AIM OF THE TASK — Reproduce each record exactly, leaving nothing out.
--- DATA SUPPLIED Enclosed Below ---
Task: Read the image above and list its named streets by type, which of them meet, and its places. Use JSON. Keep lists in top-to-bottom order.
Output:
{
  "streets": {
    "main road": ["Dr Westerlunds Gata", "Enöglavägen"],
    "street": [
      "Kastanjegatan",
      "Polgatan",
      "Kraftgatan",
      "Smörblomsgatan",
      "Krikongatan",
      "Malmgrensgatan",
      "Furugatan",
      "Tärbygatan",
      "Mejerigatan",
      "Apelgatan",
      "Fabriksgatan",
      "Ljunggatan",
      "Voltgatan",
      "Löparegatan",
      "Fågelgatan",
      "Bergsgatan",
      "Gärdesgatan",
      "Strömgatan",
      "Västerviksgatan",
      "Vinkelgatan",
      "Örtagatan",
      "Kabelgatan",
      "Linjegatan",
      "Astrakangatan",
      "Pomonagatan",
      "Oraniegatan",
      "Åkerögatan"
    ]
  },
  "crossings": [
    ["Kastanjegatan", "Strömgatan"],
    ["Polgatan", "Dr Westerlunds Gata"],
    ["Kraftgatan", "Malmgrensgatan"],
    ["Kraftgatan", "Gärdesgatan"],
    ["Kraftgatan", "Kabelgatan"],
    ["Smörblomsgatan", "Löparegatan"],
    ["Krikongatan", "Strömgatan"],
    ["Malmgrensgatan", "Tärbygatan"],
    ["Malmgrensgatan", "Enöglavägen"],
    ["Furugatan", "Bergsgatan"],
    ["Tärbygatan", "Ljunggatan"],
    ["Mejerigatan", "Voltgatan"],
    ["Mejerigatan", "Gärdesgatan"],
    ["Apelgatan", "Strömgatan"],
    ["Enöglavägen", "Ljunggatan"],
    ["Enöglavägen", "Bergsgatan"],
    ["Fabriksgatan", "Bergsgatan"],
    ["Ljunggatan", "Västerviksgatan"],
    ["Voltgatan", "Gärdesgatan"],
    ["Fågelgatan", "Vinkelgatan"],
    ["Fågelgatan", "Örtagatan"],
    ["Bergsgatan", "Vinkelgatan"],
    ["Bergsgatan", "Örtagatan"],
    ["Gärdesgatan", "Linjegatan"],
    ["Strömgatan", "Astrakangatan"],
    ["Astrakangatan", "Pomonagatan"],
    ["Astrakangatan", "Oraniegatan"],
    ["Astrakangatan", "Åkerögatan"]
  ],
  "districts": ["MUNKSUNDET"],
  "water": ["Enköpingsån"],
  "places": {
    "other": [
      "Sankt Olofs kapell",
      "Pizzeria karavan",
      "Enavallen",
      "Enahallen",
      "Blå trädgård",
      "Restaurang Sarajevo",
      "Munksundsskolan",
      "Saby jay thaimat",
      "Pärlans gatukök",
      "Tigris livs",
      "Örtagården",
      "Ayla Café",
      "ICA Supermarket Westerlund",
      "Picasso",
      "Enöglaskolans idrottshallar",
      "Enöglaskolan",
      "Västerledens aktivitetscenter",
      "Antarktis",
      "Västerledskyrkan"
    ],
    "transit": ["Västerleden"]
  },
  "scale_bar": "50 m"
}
--- End of Enclosed DATA SUPPLIED ---
TASK RESPONSE —
Task: Read the image above and list its named streets by type, which of them meet, and its places. Use JSON. Keep lists in top-to-bottom order.
Output:
{
  "streets": {
    "main road": ["Dr Westerlunds Gata", "Enöglavägen"],
    "street": [
      "Kastanjegatan",
      "Polgatan",
      "Kraftgatan",
      "Smörblomsgatan",
      "Krikongatan",
      "Malmgrensgatan",
      "Furugatan",
      "Tärbygatan",
      "Mejerigatan",
      "Apelgatan",
      "Fabriksgatan",
      "Ljunggatan",
      "Voltgatan",
      "Löparegatan",
      "Fågelgatan",
      "Bergsgatan",
      "Gärdesgatan",
      "Strömgatan",
      "Västerviksgatan",
      "Vinkelgatan",
      "Örtagatan",
      "Kabelgatan",
      "Linjegatan",
      "Astrakangatan",
      "Pomonagatan",
      "Oraniegatan",
      "Åkerögatan"
    ]
  },
  "crossings": [
    ["Kastanjegatan", "Strömgatan"],
    ["Polgatan", "Dr Westerlunds Gata"],
    ["Kraftgatan", "Malmgrensgatan"],
    ["Kraftgatan", "Gärdesgatan"],
    ["Kraftgatan", "Kabelgatan"],
    ["Smörblomsgatan", "Löparegatan"],
    ["Krikongatan", "Strömgatan"],
    ["Malmgrensgatan", "Tärbygatan"],
    ["Malmgrensgatan", "Enöglavägen"],
    ["Furugatan", "Bergsgatan"],
    ["Tärbygatan", "Ljunggatan"],
    ["Mejerigatan", "Voltgatan"],
    ["Mejerigatan", "Gärdesgatan"],
    ["Apelgatan", "Strömgatan"],
    ["Enöglavägen", "Ljunggatan"],
    ["Enöglavägen", "Bergsgatan"],
    ["Fabriksgatan", "Bergsgatan"],
    ["Ljunggatan", "Västerviksgatan"],
    ["Voltgatan", "Gärdesgatan"],
    ["Fågelgatan", "Vinkelgatan"],
    ["Fågelgatan", "Örtagatan"],
    ["Bergsgatan", "Vinkelgatan"],
    ["Bergsgatan", "Örtagatan"],
    ["Gärdesgatan", "Linjegatan"],
    ["Strömgatan", "Astrakangatan"],
    ["Astrakangatan", "Pomonagatan"],
    ["Astrakangatan", "Oraniegatan"],
    ["Astrakangatan", "Åkerögatan"]
  ],
  "districts": ["MUNKSUNDET"],
  "water": ["Enköpingsån"],
  "places": {
    "other": [
      "Sankt Olofs kapell",
      "Pizzeria karavan",
      "Enavallen",
      "Enahallen",
      "Blå trädgård",
      "Restaurang Sarajevo",
      "Munksundsskolan",
      "Saby jay thaimat",
      "Pärlans gatukök",
      "Tigris livs",
      "Örtagården",
      "Ayla Café",
      "ICA Supermarket Westerlund",
      "Picasso",
      "Enöglaskolans idrottshallar",
      "Enöglaskolan",
      "Västerledens aktivitetscenter",
      "Antarktis",
      "Västerledskyrkan"
    ],
    "transit": ["Västerleden"]
  },
  "scale_bar": "50 m"
}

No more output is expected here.